AWS ElastiCache Cluster Design Considerations

29 Aug 2024

Reading time ~3 minutes

Table Of Contents

AWS ElastiCache Cluster Design Considerations

AWS ElastiCache Cluster Design Considerations

Introduction

AWS ElastiCache offers in-memory caching services that help accelerate data access for applications requiring microsecond read and write performance. This service is particularly useful for scaling out database-intensive workloads and enhancing overall application performance.

Cluster Mode Disabled vs. Cluster Mode Enabled

Cluster Mode Disabled:

Sharding: One shard (node group) with up to six nodes (1 read/write node, others as read replicas).
Endpoints:
- Single Node: A single endpoint handles both reads and writes.
- Multi Node: Separate endpoints for primary and reader nodes.

Cluster Mode Enabled:

Sharding: Supports up to 500 shards (each with primary and replica nodes).
Endpoints: Provides a single endpoint to discover primary and read endpoints for each shard.
Data Seeding: When creating a new cluster, you can seed it with data from an old cluster, provided the shard count remains the same. This is useful when changing node types or engine versions.

Design Options

Option 1: Multiple DB Instances within Same Redis (Not Recommended)

DB Instance for each App: Using DB instances for each app within same Redis cluster is not scalable since Redis is single-threaded.
Cons:
- Cross Data Access limitations.
- Eviction policies per DB are not feasible.

Option 2: Key Prefixing

Key Management: Utilize a key prefix to segregate data per application within a single Redis instance.
Pros: Cost-effective, co-located data.
Cons: Limited eviction policy flexibility.

Option 3: Separate Instances

Data Isolation: Each application has its own Redis instance.
Pros: Better scalability, unique eviction policies.
Cons: Higher costs.

Like the content ?

Eviction Policies

Different eviction policies are available to manage memory usage:

noeviction: No new values are saved when memory is full.
allkeys-lru: Least Recently Used keys are evicted.
volatile-lru: LRU eviction for keys with an expiration field.
volatile-ttl: Evicts keys with the least time-to-live (TTL) remaining.
(Refer to Redis eviction policy documentation for more details.)

Data Tiering and Node Selection

r6gd Instance Family: 20% of data remains in-memory for regularly accessed items.
Recommendation: Key sizes should generally be smaller than value sizes when using data tiering.

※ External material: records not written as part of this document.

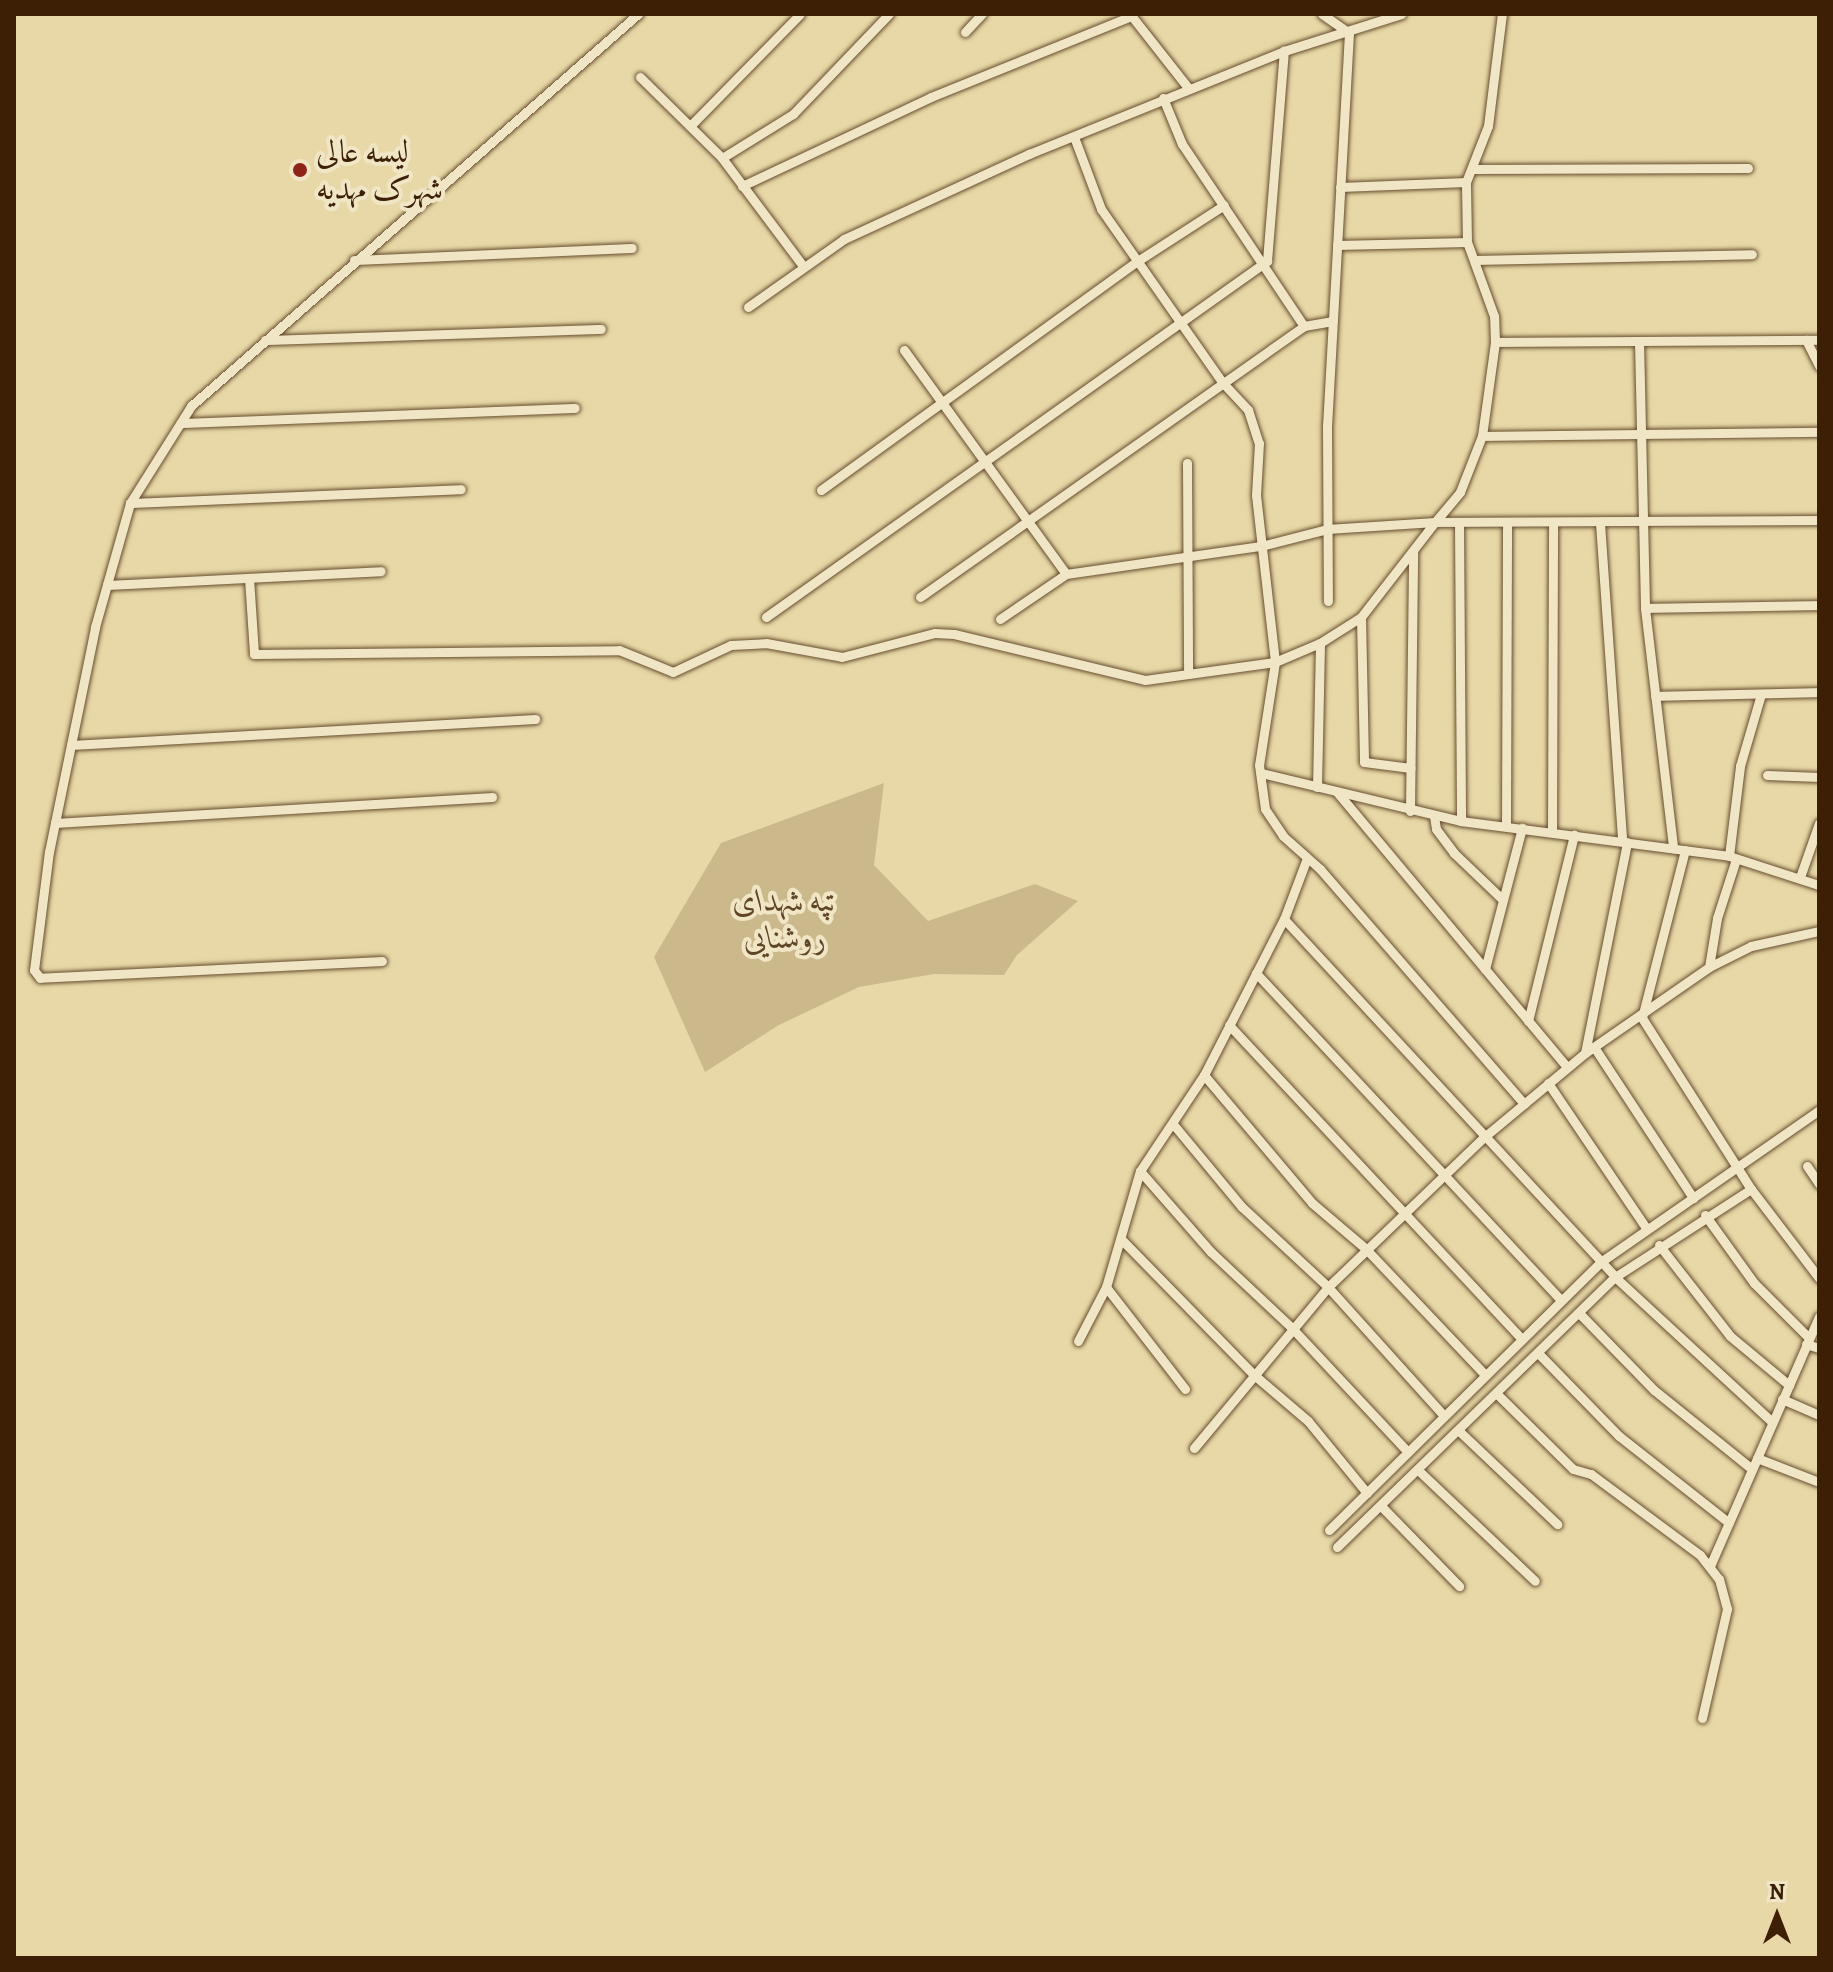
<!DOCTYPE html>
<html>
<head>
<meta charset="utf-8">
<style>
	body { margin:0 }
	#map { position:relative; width:1833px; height:1972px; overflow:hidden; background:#e8d8a7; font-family:Alegreya,Amiri,serif }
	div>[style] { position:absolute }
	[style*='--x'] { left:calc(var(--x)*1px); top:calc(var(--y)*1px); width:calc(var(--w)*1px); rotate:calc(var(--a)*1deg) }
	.green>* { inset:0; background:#cbb98b }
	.roads { filter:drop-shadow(0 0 2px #674d2e) drop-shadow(0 0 2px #674d2e) }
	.street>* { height:9px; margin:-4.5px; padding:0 4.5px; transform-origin:4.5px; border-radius:4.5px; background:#f0e6c6 }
	.dots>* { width:22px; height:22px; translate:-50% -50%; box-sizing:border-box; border:4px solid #f0e6c6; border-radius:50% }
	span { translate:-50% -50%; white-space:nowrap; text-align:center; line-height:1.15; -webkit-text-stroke:8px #f0e6c6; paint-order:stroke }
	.poi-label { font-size:32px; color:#3c1f05 }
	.left { translate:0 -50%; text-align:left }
	.park-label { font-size:32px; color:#604626; font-style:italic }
	.frame { position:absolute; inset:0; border:16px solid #3c1f05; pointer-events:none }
	.north { position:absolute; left:1737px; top:1876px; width:80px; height:80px; -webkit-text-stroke:6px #f0e6c6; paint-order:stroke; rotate:0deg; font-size:22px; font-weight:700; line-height:32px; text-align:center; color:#3c1f05 }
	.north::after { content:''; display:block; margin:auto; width:28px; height:36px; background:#3c1f05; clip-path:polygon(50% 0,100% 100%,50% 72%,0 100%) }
</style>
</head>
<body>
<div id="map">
	<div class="green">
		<div style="clip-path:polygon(884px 783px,874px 865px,928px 921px,1035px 884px,1078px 901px,1017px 955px,1004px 975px,934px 974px,859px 987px,779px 1025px,705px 1072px,654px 957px,721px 843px)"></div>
	</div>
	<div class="roads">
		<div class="street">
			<div style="--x:1130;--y:14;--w:95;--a:51.8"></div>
			<div style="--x:1322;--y:14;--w:33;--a:35"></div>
			<div style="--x:1349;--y:33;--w:393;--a:93.2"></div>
			<div style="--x:1327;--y:425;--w:176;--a:89.7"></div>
			<div style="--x:965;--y:32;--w:25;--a:-47"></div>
			<div style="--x:640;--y:77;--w:115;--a:44.6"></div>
			<div style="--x:722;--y:158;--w:135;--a:53.1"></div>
			<div style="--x:1163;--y:98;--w:50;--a:67.6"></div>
			<div style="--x:1182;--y:144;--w:219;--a:56.2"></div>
			<div style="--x:692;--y:124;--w:154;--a:-45.5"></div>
			<div style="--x:1074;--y:137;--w:77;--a:69.4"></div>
			<div style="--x:1101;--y:209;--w:213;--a:55"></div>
			<div style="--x:1223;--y:383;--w:37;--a:47"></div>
			<div style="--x:1248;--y:410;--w:35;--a:72"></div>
			<div style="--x:1259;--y:443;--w:52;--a:93.3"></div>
			<div style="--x:1256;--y:495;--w:168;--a:83.5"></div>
			<div style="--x:1275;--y:662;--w:104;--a:98.8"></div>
			<div style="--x:1259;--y:765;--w:44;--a:82.2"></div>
			<div style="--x:1265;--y:809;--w:32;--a:56"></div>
			<div style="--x:1283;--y:836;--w:50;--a:41.7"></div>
			<div style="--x:1320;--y:869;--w:311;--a:49"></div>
			<div style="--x:722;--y:158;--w:84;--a:-31.8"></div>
			<div style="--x:793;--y:114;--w:139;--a:-46.2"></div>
			<div style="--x:1473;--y:169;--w:275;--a:-0.2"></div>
			<div style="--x:742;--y:186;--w:209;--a:-25.2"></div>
			<div style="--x:931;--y:97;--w:216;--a:-22"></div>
			<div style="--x:1340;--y:187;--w:126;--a:-2.3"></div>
			<div style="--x:1337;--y:245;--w:130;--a:-1.3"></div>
			<div style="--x:354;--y:260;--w:278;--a:-2.5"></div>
			<div style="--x:1474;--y:260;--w:278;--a:-1.2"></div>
			<div style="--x:748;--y:307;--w:118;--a:-35.3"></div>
			<div style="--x:844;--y:239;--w:204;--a:-24.7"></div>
			<div style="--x:1029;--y:154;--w:275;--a:-22"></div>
			<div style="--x:1284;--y:51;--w:123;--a:-17.5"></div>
			<div style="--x:265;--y:340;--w:336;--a:-1.9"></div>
			<div style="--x:1806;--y:340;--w:29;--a:63"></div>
			<div style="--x:1639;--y:341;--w:267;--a:88.7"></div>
			<div style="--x:1645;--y:608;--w:242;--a:83.3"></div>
			<div style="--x:1495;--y:342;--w:324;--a:-0.4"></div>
			<div style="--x:904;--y:350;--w:276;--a:54.1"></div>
			<div style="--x:181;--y:423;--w:394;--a:-2.2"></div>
			<div style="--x:1482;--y:436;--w:337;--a:-0.7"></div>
			<div style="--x:1187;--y:463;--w:211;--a:89.7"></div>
			<div style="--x:821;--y:490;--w:392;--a:-35.9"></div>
			<div style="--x:1139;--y:260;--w:101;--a:-32.9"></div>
			<div style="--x:130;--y:503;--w:331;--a:-2.4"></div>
			<div style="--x:1459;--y:523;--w:298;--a:89.6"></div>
			<div style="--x:1600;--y:523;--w:319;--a:86"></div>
			<div style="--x:249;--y:578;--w:76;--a:86.2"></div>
			<div style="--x:254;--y:654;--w:365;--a:-0.6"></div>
			<div style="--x:619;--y:650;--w:58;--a:22.2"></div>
			<div style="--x:673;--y:672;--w:64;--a:-25"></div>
			<div style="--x:731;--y:645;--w:35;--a:-3"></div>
			<div style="--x:766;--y:643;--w:77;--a:10.4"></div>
			<div style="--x:842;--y:657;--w:96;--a:-14.5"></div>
			<div style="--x:935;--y:633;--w:19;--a:3"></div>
			<div style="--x:954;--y:634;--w:196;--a:13.5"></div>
			<div style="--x:1145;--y:680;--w:131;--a:-7.9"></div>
			<div style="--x:1275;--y:662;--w:49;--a:-22.9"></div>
			<div style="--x:1320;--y:643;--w:49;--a:-32.4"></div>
			<div style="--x:1361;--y:617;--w:120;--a:-52.1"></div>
			<div style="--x:1435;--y:522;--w:384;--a:-0.3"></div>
			<div style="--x:107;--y:585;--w:274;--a:-2.9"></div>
			<div style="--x:920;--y:597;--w:470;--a:-35.2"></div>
			<div style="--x:1304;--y:326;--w:29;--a:-10"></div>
			<div style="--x:1645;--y:608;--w:174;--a:-1"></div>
			<div style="--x:766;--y:617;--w:615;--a:-35.4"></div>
			<div style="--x:1267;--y:261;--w:211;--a:-85.4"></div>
			<div style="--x:1361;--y:617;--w:145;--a:88.8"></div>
			<div style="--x:1364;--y:762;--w:47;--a:7.3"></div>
			<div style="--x:1000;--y:619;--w:80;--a:-34.3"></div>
			<div style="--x:1066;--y:574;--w:197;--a:-8.2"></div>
			<div style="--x:1261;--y:546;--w:68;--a:-14.4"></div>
			<div style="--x:1327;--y:529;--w:108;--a:-3.7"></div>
			<div style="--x:1435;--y:522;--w:39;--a:-50"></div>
			<div style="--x:1460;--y:492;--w:60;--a:-68.6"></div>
			<div style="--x:1482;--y:436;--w:95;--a:-82.1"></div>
			<div style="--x:1495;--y:342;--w:26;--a:-92"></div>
			<div style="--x:1494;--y:316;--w:79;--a:-110"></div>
			<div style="--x:1467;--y:242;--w:60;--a:-91"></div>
			<div style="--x:1466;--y:182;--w:60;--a:-68.6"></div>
			<div style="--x:1488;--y:126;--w:113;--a:-82.9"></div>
			<div style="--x:1655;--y:696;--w:164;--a:-1.4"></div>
			<div style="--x:71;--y:745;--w:465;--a:-3.2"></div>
			<div style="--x:1261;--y:773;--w:206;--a:13.5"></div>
			<div style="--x:1461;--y:821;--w:270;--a:7.4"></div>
			<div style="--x:1729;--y:856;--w:95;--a:17.9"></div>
			<div style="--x:1767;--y:775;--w:52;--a:2.2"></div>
			<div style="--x:1317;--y:787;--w:144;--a:-88.8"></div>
			<div style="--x:1337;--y:792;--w:359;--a:50.1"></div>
			<div style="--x:1410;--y:811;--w:260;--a:-89.3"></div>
			<div style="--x:1434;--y:816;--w:13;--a:81"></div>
			<div style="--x:1436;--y:829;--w:30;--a:53"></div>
			<div style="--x:1454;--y:853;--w:66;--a:43.8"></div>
			<div style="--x:55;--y:823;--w:438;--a:-3.4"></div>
			<div style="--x:1506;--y:826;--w:303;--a:-89.8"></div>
			<div style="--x:1552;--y:832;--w:309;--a:-89.8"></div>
			<div style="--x:1685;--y:850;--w:173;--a:104.4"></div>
			<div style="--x:1642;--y:1018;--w:203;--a:57.5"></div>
			<div style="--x:1751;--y:1189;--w:112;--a:52.6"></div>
			<div style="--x:1729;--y:856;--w:91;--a:-83"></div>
			<div style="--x:1740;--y:766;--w:75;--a:-73.7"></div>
			<div style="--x:1800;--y:877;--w:57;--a:-70.6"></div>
			<div style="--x:1284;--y:919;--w:488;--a:47.2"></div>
			<div style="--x:1615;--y:1277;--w:214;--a:42.7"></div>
			<div style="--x:382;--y:961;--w:342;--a:177.2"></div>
			<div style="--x:40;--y:978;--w:10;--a:-127"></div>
			<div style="--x:34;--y:970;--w:119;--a:-82.8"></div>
			<div style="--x:49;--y:852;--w:230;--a:-78.4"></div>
			<div style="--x:95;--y:627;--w:129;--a:-74.2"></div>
			<div style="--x:130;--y:503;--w:115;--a:-57.8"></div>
			<div style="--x:191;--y:406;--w:595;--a:-41.25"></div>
			<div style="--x:1709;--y:967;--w:50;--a:-80.7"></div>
			<div style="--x:1717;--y:918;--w:62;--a:-72.1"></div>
			<div style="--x:1485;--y:969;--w:146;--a:-75.3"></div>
			<div style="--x:1256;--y:973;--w:447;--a:47"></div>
			<div style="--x:1528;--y:1021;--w:192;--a:-76.1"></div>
			<div style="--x:1229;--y:1025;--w:429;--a:47"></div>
			<div style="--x:1594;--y:1047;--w:181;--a:56.7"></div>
			<div style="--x:1585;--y:1053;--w:215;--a:-78.7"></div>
			<div style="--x:1204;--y:1075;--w:167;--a:49.8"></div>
			<div style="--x:1312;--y:1203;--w:71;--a:40.4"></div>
			<div style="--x:1366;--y:1249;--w:173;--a:46.6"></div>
			<div style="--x:1548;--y:1083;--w:175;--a:55.9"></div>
			<div style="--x:1173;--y:1124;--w:108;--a:50.3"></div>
			<div style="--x:1242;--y:1207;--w:117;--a:42.9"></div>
			<div style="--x:1328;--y:1287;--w:173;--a:48"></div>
			<div style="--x:1807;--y:1166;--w:22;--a:56"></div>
			<div style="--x:1140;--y:1171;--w:108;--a:48.8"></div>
			<div style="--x:1211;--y:1252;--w:110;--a:43.2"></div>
			<div style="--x:1291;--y:1327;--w:171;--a:46.9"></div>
			<div style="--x:1705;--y:1215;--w:84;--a:54.2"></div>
			<div style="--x:1754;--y:1283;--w:78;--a:45"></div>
			<div style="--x:1121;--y:1239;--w:189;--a:45.6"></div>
			<div style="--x:1253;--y:1374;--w:72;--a:40.5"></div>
			<div style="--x:1308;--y:1421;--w:93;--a:50.7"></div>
			<div style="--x:1659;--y:1245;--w:115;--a:52"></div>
			<div style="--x:1730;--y:1336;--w:77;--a:39.7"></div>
			<div style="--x:1106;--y:1287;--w:129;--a:52.2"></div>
			<div style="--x:1579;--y:1313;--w:107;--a:45.8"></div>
			<div style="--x:1654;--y:1390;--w:126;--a:38.9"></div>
			<div style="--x:1078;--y:1341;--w:61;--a:-62.6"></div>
			<div style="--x:1106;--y:1287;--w:121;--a:-73.7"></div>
			<div style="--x:1140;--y:1171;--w:115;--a:-56.3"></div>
			<div style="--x:1204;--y:1075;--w:175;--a:-62.9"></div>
			<div style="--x:1284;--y:919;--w:65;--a:-69.3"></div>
			<div style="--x:1806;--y:1344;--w:14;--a:17"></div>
			<div style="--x:1538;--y:1353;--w:116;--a:45.7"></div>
			<div style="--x:1619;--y:1436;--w:140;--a:38.3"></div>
			<div style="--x:1496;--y:1393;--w:108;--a:44.6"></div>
			<div style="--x:1573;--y:1469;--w:19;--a:16"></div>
			<div style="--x:1591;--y:1474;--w:136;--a:36.6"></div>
			<div style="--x:1700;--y:1555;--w:31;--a:52"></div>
			<div style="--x:1719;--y:1579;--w:31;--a:75"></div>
			<div style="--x:1727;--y:1609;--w:112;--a:102.9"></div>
			<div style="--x:1782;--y:1399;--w:40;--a:23.4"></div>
			<div style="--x:1458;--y:1430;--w:137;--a:43.5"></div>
			<div style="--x:1194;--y:1448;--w:209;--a:-50.2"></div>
			<div style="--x:1328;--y:1287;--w:215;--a:-43.9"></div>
			<div style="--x:1483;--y:1138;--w:133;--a:-39.8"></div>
			<div style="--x:1585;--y:1053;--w:151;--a:-34.7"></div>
			<div style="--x:1709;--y:967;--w:47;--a:-26.6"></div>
			<div style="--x:1751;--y:946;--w:70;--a:-12.4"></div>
			<div style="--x:1757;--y:1458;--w:66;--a:21.2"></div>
			<div style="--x:1418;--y:1470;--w:161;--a:43.5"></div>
			<div style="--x:1381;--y:1506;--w:112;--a:45.7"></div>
			<div style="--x:1329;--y:1530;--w:383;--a:-44.6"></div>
			<div style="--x:1602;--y:1261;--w:264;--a:-34.8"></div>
			<div style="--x:1337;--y:1547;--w:388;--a:-44.2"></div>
			<div style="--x:1615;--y:1277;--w:162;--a:-32.9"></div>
			<div style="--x:1710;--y:1566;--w:272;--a:-66.4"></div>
		</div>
	</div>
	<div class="dots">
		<div style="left:300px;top:170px;background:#8f2418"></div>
	</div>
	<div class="poi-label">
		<span class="left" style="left:316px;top:170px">لیسه عالی<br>شهرک مهدیه</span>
	</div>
	<div class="park-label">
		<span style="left:785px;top:919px">تپه شهدای<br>روشنایی</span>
	</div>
	<div class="frame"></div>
	<div class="north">N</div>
</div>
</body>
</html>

Multi-AZ and Multi-Region Considerations

Multi-AZ: At least two nodes with replicas are recommended for failover and high availability.
Multi-Region:
- Global Datastore:
  - Primary Cluster: Accepts writes replicated across all clusters within the global datastore.
  - Secondary Cluster: Only accepts read requests and replicates data from the primary.
  - Note: ElastiCache does not support autofailover across regions; promotion of a secondary cluster is manual.

High Throughput and Enhanced Performance

Enhanced I/O Multiplexing: Optimizes performance for high-throughput scenarios.
Sharded Pub/Sub: Implement sharded Pub/Sub using SSUBSCRIBE, SUNSUBSCRIBE, and SPUBLISH.

Like the content ?

Security and Monitoring

Security Group Configuration: Use AuthorizeCacheSecurityGroupIngress to authorize EC2 security groups for cluster access.
Monitoring:
- Consider Redis’s single-threaded nature when evaluating CPU usage.
- For example, a four-core CPU with 20% reported usage implies that the single core Redis is using is at 80% utilization.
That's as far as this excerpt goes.